2019-03-16 13:02:31+0000 [-] Caught exception while deactivating  
ClusteredService(...)
   Traceback (most recent call last):
     File "sandbox/lib/python3.6/site-packages/twisted/internet/defer.py",  
line 654, in _runCallbacks
       current.result = callback(current.result, *args, **kw)
     File "sandbox/lib/python3.6/site-packages/twisted/internet/defer.py",  
line 1475, in gotResult
       _inlineCallbacks(r, g, status)
     File "sandbox/lib/python3.6/site-packages/twisted/internet/defer.py",  
line 1418, in _inlineCallbacks
       result = g.send(result)
     File "sandbox/lib/python3.6/site-packages/buildbot/util/service.py",  
line 341, in stopService
       log.err(e, _why="Caught exception while deactivating  
ClusteredService(%s)" % self.name)
   --- <exception caught here> ---
     File "sandbox/lib/python3.6/site-packages/buildbot/util/service.py",  
line 339, in stopService
       yield self._unclaimService()
     File "sandbox/lib/python3.6/site-packages/buildbot/changes/base.py",  
line 51, in _unclaimService
       return  
self.master.data.updates.trySetChangeSourceMaster(self.serviceid,
   builtins.AttributeError: 'NoneType' object has no attribute 'data'

On Fri, 15 Mar 2019 02:29:30 +0100, Yngve N. Pettersen <yngve at vivaldi.com>  
wrote:

> Hi,
>
> About a month ago we transferred our build system from the old chromium  
> developed buildbot system to one based on Buildbot 2.0. In that period  
> we have had a couple of major issues that I thought I'd summarize:
>
> * We have had two crashes of the buildbot master process. I do not know  
> what causes the crashes, and the twisted.log does not contain any  
> information about what happened, so my guess is that it is either the  
> Ubuntu 18 Python 3.6 that crashed, or the Twisted/buildbot scripts did  
> so in a non-logging fashion.
>
> * We have had at least two cases where the master lost its connection to  
> the Database server, and did not recover, and restarting the master was  
> the only option. The probable commonality with these cases is that it  
> seems to have happened when using the reconfigure/sighup option to  
> update the buildbot configuration. In at least one case the log seemed  
> to include an exception regarding the Database connection (which is a  
> remote postgresql server)
>
> * We have had a couple of cases where the network connection between the  
> master and some of the workers have been interrupted. In the major case,  
> this lead to having to restart the worker instances on all the affected  
> workers. This was the topic of an email to this list a few weeks ago.
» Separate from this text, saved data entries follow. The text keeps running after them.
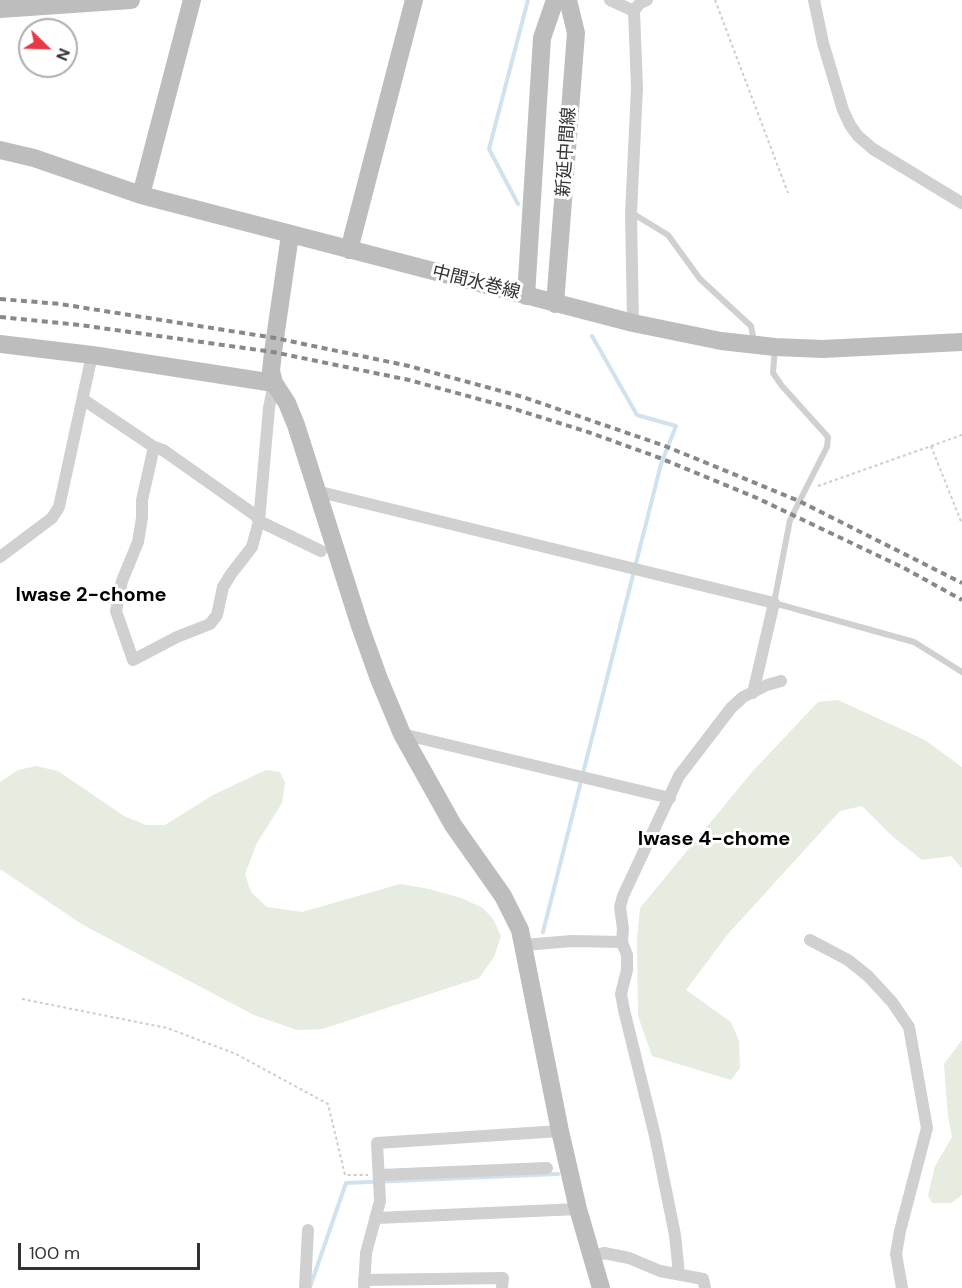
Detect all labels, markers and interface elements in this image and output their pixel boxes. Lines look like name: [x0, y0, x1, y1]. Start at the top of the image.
north arrow: [18, 18, 78, 78]
text: N: [51, 45, 75, 64]
street label: 新延中間線: [553, 106, 581, 198]
street label: 中間水巻線: [430, 262, 522, 304]
district label: Iwase 2-chome: [15, 584, 167, 608]
district label: Iwase 4-chome: [638, 828, 790, 852]
scale bar: [21, 1231, 202, 1269]
text: 100 m: [29, 1241, 80, 1265]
In  
> this case logs show that the workers correctly connected, but that the  
> master then failed (due to an exception) to correctly register the  
> worker, and failed to cut the connection to the worker (so that it could  
> try to reconnect again) either when the registration process failed, or  
> later when checking open connections (if it does), and apparently also  
> responded to pings from the worker. It also did not detect that a worker  
> was not really connected when it tried to ping it when trying to assign  
> it a job.
>
> This reconnect issue is such a major problem and hassle that, when we  
> did a restart of that network connection, we shut down the *master*  
> instance while taking down the network connection, and restarting it  
> afterwards.
>

-- 
Sincerely,
Yngve N. Pettersen
Vivaldi Technologies AS